Select and reproduce each line of the listing below that bears the string "Chandler".

* * *

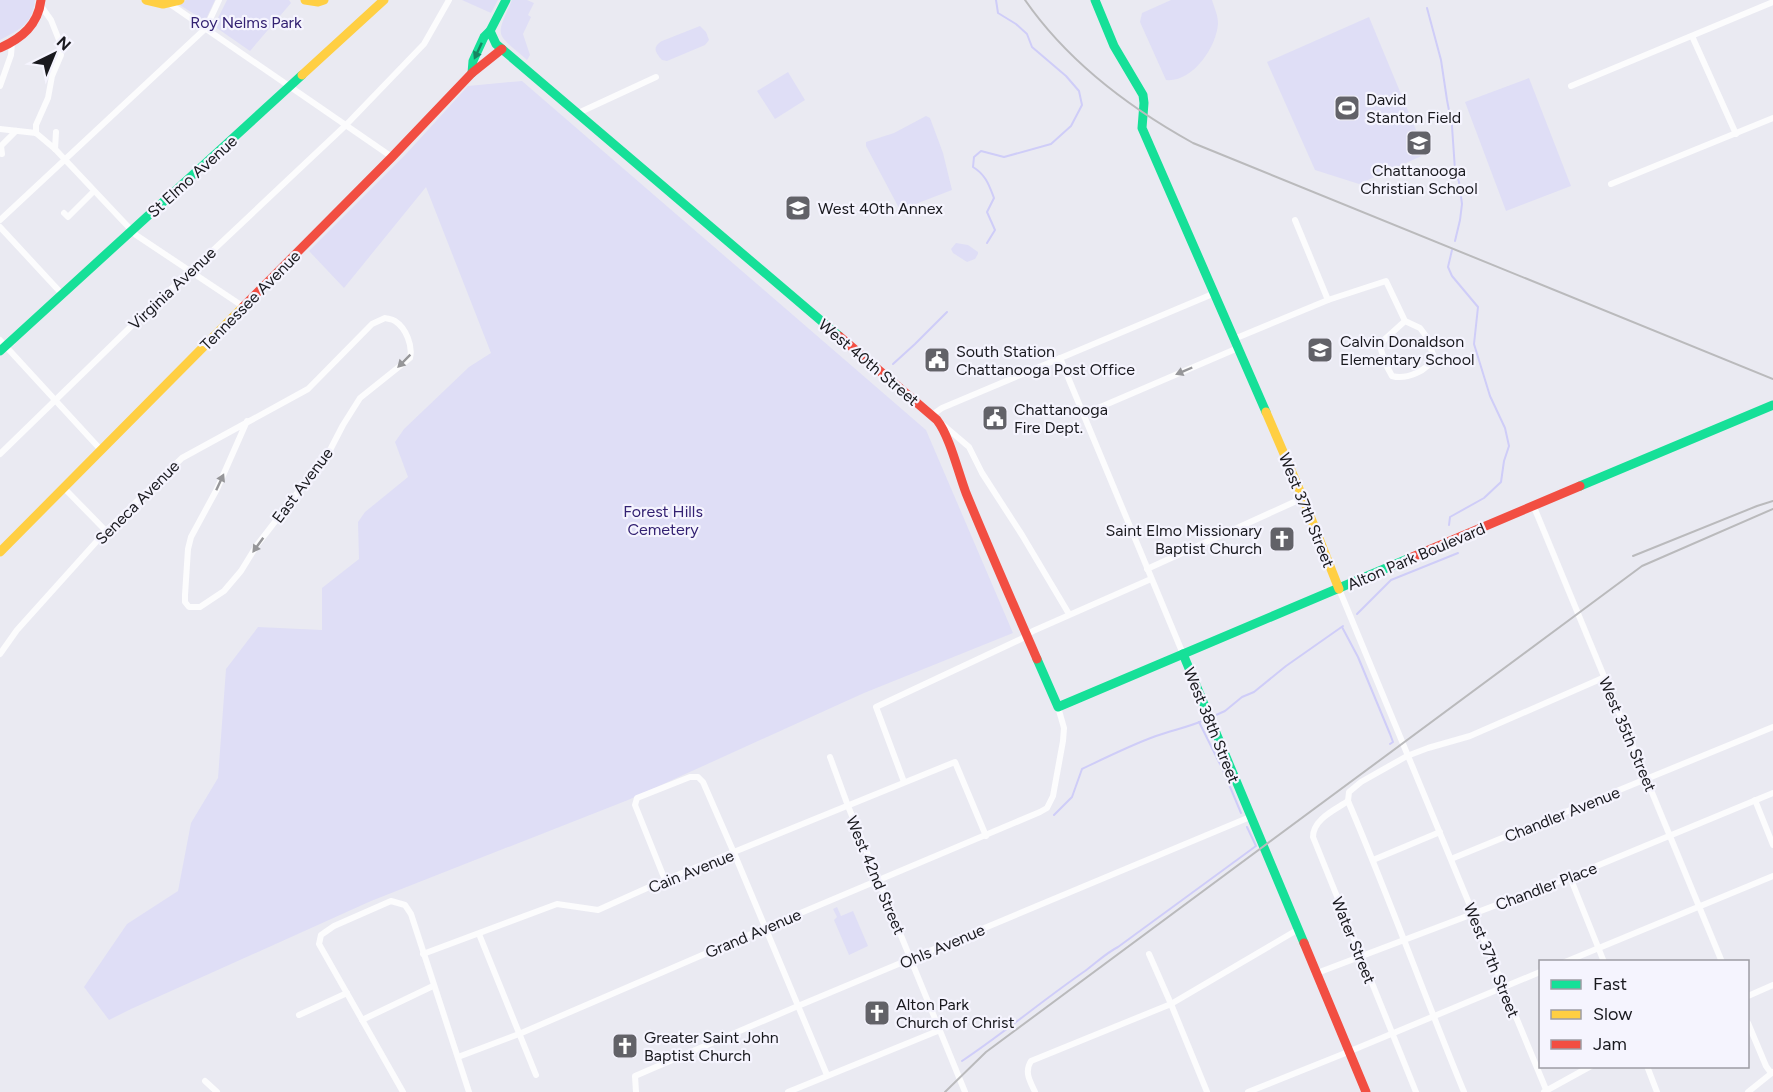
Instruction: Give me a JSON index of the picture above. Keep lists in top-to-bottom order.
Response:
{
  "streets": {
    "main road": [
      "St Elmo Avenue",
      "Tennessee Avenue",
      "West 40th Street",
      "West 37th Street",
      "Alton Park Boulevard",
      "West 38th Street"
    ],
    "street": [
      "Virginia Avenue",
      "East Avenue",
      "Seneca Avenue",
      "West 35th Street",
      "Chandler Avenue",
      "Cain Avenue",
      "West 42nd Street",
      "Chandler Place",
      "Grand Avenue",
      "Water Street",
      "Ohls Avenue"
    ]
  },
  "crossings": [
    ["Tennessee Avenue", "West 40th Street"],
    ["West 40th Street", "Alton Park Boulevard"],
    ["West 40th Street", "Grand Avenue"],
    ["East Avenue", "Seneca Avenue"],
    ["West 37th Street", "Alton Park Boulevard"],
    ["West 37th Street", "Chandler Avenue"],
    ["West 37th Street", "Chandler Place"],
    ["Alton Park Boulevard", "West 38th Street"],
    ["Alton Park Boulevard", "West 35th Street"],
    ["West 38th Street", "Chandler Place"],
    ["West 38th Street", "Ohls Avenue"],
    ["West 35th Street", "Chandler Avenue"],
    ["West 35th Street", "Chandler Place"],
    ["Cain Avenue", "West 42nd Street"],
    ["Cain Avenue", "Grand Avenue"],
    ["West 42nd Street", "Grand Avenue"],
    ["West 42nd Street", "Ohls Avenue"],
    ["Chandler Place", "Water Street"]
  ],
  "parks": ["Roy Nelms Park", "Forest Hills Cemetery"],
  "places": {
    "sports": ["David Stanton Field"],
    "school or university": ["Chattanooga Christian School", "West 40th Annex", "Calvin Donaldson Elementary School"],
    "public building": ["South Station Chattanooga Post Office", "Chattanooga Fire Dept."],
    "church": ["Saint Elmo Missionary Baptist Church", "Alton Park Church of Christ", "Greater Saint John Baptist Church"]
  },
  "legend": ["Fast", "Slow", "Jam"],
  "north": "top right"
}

* * *

● RESULT
      "Chandler Avenue",
      "Chandler Place",
    ["West 37th Street", "Chandler Avenue"],
    ["West 37th Street", "Chandler Place"],
    ["West 38th Street", "Chandler Place"],
    ["West 35th Street", "Chandler Avenue"],
    ["West 35th Street", "Chandler Place"],
    ["Chandler Place", "Water Street"]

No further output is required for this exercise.